Last month, representatives from each of the four bidders — Capital Play, Empire Racing, Excelsior Racing and the New York Racing Association — outlined their plans to the members of a state racing panel in Albany. In addition to controlling Aqueduct Race Track in South Ozone Park, and Belmont Park Race Track on the Queens-Nassau border, the winning bidder would run Saratoga Race Course, located upstate. The three tracks constitute the state’s racing franchise, which the New York Racing Association has run since 1955.
Empire Racing’s $2 billion proposal centers on the construction of a 325-room hotel and entertainment complex on Aqueduct’s 200 acres. It would include the development of Aqueduct Live! — modeled after Woodbine Live! at Woodbine Racetrack in Toronto. Aqueduct Live! would have high-end bars, restaurants, shops and a live music venue, according to Empire Racing spokesman Dave Vermillion.

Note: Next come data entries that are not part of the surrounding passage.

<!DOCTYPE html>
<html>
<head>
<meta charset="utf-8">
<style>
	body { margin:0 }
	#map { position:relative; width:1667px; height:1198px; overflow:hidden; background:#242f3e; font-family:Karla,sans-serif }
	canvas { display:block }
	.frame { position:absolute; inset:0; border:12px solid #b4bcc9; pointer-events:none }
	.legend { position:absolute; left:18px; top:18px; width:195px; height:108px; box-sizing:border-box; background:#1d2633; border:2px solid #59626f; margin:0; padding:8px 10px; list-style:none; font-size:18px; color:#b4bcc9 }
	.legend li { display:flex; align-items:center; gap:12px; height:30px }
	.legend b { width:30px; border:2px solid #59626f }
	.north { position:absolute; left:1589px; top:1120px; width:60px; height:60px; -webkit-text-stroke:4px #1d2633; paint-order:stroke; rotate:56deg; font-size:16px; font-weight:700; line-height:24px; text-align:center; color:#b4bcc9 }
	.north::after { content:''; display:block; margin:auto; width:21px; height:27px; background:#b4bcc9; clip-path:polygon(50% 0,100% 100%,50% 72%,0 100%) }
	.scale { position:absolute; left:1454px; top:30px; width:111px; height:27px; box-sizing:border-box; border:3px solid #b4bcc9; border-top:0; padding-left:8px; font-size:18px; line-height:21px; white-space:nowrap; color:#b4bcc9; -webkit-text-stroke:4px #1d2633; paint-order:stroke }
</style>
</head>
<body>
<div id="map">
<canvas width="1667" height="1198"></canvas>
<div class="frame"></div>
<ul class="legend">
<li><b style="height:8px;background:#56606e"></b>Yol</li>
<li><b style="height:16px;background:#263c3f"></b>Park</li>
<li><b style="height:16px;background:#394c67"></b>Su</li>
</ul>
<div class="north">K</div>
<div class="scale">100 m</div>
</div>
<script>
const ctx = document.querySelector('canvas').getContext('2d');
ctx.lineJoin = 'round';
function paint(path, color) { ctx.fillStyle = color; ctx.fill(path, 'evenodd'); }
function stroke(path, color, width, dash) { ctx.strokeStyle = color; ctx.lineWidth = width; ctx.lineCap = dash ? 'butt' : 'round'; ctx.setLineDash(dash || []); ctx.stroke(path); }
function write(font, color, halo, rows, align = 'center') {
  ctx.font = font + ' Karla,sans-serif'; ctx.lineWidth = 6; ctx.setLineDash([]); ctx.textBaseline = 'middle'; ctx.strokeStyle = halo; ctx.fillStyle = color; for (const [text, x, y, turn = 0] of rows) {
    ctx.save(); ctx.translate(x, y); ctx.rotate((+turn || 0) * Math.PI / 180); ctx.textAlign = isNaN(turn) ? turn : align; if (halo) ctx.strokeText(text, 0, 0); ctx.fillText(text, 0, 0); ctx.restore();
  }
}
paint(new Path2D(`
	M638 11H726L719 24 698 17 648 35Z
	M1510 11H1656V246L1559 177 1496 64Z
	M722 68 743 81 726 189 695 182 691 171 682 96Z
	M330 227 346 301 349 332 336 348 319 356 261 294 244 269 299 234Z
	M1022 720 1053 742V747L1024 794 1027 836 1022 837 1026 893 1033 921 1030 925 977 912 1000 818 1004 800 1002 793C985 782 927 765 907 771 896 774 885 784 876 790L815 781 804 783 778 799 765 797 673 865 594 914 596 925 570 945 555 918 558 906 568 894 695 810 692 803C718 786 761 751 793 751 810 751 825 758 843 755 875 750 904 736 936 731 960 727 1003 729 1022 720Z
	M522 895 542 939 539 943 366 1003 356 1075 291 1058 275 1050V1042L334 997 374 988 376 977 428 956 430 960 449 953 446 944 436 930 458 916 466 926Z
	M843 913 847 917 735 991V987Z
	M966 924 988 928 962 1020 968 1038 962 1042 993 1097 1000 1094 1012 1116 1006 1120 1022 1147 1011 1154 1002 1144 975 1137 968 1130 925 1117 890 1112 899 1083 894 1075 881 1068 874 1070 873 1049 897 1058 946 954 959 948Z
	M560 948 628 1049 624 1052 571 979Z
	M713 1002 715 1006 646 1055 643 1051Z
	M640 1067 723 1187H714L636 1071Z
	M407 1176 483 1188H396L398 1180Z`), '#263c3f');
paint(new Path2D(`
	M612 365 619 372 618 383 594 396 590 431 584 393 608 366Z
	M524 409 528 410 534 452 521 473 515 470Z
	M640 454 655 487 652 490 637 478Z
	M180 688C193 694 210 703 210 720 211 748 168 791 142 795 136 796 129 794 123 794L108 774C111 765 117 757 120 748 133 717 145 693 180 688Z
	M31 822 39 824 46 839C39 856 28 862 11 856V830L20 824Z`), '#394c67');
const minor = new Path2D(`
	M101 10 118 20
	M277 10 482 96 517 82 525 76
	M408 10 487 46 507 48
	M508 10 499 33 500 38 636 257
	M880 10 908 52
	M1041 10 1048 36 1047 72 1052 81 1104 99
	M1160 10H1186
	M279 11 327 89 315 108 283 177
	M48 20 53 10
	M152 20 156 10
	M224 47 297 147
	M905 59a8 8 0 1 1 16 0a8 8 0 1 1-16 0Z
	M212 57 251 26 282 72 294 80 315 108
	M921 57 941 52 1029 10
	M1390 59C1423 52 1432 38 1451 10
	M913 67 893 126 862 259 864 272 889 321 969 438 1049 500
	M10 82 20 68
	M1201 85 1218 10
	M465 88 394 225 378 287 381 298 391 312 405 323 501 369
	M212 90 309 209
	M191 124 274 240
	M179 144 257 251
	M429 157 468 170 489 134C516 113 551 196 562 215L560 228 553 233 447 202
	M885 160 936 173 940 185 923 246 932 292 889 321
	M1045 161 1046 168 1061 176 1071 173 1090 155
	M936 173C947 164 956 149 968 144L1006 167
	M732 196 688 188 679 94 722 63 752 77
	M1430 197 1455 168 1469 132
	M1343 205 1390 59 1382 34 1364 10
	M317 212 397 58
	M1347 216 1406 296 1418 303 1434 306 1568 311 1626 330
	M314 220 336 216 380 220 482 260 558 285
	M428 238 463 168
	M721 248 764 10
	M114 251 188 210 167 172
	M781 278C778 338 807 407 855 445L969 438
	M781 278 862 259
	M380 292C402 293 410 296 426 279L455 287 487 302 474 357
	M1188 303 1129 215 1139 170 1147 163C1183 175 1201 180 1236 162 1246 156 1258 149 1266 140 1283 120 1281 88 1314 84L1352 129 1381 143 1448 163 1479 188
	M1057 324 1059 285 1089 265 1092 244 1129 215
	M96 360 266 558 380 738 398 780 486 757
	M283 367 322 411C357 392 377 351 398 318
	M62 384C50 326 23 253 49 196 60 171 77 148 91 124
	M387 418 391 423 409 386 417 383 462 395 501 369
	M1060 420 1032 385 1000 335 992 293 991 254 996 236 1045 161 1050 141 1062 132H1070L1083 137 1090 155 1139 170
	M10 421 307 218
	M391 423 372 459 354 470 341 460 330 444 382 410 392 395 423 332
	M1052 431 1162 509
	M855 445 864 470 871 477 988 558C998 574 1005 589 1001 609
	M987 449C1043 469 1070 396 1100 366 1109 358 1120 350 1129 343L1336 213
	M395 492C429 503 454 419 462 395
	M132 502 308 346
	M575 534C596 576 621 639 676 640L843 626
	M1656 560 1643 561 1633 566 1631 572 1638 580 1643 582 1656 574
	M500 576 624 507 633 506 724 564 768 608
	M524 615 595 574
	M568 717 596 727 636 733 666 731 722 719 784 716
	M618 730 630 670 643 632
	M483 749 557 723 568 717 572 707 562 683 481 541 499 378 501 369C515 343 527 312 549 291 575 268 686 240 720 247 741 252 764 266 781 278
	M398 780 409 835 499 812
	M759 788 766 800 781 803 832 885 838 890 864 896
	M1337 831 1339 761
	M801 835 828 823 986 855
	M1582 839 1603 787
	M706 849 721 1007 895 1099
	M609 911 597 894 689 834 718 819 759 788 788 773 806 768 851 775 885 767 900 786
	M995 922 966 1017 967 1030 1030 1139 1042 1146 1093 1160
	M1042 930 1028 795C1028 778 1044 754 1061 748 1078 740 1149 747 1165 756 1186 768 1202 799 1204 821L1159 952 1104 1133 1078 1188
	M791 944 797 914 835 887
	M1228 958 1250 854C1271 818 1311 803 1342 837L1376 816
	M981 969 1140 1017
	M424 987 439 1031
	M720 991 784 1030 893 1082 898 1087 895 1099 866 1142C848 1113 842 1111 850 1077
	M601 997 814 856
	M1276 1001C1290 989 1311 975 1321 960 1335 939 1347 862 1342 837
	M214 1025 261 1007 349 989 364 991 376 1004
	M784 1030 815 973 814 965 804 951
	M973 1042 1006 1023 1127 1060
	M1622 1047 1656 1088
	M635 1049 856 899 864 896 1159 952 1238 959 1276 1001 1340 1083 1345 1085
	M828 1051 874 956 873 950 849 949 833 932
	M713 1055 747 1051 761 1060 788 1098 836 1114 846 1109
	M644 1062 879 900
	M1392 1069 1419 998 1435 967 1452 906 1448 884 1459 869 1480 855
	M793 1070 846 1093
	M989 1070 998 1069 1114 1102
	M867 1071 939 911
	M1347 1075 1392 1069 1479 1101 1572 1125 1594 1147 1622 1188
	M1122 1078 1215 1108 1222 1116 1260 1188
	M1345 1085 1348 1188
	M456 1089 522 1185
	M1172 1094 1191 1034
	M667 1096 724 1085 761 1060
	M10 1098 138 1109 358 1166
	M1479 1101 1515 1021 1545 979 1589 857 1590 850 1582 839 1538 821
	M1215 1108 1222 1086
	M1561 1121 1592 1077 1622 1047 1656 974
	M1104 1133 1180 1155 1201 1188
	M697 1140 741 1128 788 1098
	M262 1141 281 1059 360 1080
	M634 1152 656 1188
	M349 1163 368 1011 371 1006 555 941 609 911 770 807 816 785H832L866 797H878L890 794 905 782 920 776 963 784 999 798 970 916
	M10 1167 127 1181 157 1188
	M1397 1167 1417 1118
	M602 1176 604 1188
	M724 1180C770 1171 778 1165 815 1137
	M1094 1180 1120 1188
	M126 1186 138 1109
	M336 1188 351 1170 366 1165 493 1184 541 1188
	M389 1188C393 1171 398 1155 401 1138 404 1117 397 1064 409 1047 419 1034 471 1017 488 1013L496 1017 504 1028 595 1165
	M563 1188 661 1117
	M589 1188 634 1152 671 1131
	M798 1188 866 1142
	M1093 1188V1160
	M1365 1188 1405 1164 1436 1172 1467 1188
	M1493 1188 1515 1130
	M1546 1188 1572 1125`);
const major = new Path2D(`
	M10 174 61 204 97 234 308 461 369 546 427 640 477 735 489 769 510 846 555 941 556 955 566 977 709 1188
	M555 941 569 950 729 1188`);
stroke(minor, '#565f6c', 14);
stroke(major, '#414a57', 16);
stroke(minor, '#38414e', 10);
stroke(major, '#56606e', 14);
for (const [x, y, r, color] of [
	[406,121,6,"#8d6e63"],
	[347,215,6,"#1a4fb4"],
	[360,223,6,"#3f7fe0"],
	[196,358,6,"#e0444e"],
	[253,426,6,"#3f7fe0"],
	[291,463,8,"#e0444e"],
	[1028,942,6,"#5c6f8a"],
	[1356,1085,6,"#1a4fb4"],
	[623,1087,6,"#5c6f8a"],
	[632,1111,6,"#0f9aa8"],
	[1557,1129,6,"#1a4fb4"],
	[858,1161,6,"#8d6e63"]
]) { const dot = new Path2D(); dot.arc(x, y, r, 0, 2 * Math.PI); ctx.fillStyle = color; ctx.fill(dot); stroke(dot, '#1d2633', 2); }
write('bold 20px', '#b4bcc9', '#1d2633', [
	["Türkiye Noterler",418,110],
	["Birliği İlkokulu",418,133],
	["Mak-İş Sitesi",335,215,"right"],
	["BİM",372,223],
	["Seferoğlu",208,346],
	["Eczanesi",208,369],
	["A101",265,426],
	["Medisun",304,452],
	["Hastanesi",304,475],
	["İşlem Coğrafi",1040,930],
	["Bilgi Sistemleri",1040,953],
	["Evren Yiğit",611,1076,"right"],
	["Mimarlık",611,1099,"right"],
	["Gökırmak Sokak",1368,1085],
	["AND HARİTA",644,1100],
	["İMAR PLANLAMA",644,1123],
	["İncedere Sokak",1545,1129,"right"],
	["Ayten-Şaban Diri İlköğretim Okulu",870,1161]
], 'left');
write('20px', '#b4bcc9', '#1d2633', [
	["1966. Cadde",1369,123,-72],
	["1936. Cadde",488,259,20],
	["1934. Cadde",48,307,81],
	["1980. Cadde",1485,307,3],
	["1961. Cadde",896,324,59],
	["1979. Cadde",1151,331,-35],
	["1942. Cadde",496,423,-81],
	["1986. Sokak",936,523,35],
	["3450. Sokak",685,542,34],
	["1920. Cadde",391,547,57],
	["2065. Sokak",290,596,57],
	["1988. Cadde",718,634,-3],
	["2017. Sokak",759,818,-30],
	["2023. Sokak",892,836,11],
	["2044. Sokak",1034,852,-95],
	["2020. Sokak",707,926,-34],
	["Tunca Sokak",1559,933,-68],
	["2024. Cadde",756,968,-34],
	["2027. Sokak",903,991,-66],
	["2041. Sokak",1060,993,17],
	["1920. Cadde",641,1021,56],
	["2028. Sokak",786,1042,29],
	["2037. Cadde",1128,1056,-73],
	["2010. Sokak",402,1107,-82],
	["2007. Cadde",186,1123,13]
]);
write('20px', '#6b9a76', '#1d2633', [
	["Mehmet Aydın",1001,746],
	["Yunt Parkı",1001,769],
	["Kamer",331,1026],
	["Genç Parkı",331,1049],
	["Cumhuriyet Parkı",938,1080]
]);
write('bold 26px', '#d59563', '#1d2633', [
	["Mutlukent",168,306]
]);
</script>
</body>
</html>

Both Aqueduct and Belmont would get new backstretch areas and Belmont would also see the construction of a row of new corporate suites overlooking the racing area.
Capital Play, a group of Australian investors, pitched their plan for the development of a similar hotel and entertainment complex that would be geared toward 21- to 35-year-olds. The three sub-options within their proposal, each of which includes the creation of a multistory hotel tower, range in price from $730 million to $1.8 billion.
Through aggressive subway and billboard ad campaigns, Capital would target women, many of whom don’t regularly visit the tracks. “Our goal is to reinvent New York state horse racing,” Capital Play CEO Karl O’Farrell told panel members.
Excelsior Racing would make grandstand, clubhouse and racetrack improvements at Aqueduct, but the lion’s share of its investment would be put toward the construction of a 500-room hotel at Belmont.
Excelsior, whose advisory board members include famed jockey Jerry Baily and the Rev. Floyd Flake, the pastor of Jamaica’s Greater Allen Cathedral, won the endorsement of a nine-member recommendation committee last November. The committee, formed by former Gov. George Pataki, placed Empire second in its preference ranking.
The New York Racing Association fared poorly in November because of what many committee members viewed as a checkered history of fiscal irresponsibility. It declared bankruptcy last November.
As it petitions the state to renew its contract, NYRA’s proposal does not center on large development projects. It would instead change its status as a nonprofit corporation to a not-for-profit one, and make changes to its simulcasting pricing model. All the interested firms proposed installing video lottery terminals at Belmont and Aqueduct.
The panel evaluating the proposals includes three of Gov. Eliot Spitzer’s appointees, two members of the Assembly and two members of the state Senate, including John Sabini (D-Jackson Heights). They will deliver a decision to Spitzer by the end of May. If NYRA is not selected by Spitzer and the Legislature, a new firm will assume control of the franchise on Jan. 1, 2008.
Although many in South Ozone Park have expressed concern about Aqueduct’s future, Vermillion said: “Anything that we do will be in full cooperation with the community. We’re not just going to drop a hotel in here without talking to people.”
Citing the concerns of some of her constituents, Assemblywoman Audrey Pheffer (D-Ozone Park) said that a hotel built too close to homes and businesses may be detrimental. But she added that South Queens would benefit from the tax revenue the facility would generate. Merchants on Crossbay Boulevard and other commercial strips may also enjoy increased business, Pheffer said.
Sabini said that because so many hotels already exist around Kennedy Airport, the Aqueduct resort might be an “easy sell.” But he said that he would not endorse or oppose any plan until he had a better sense of the scope of the development.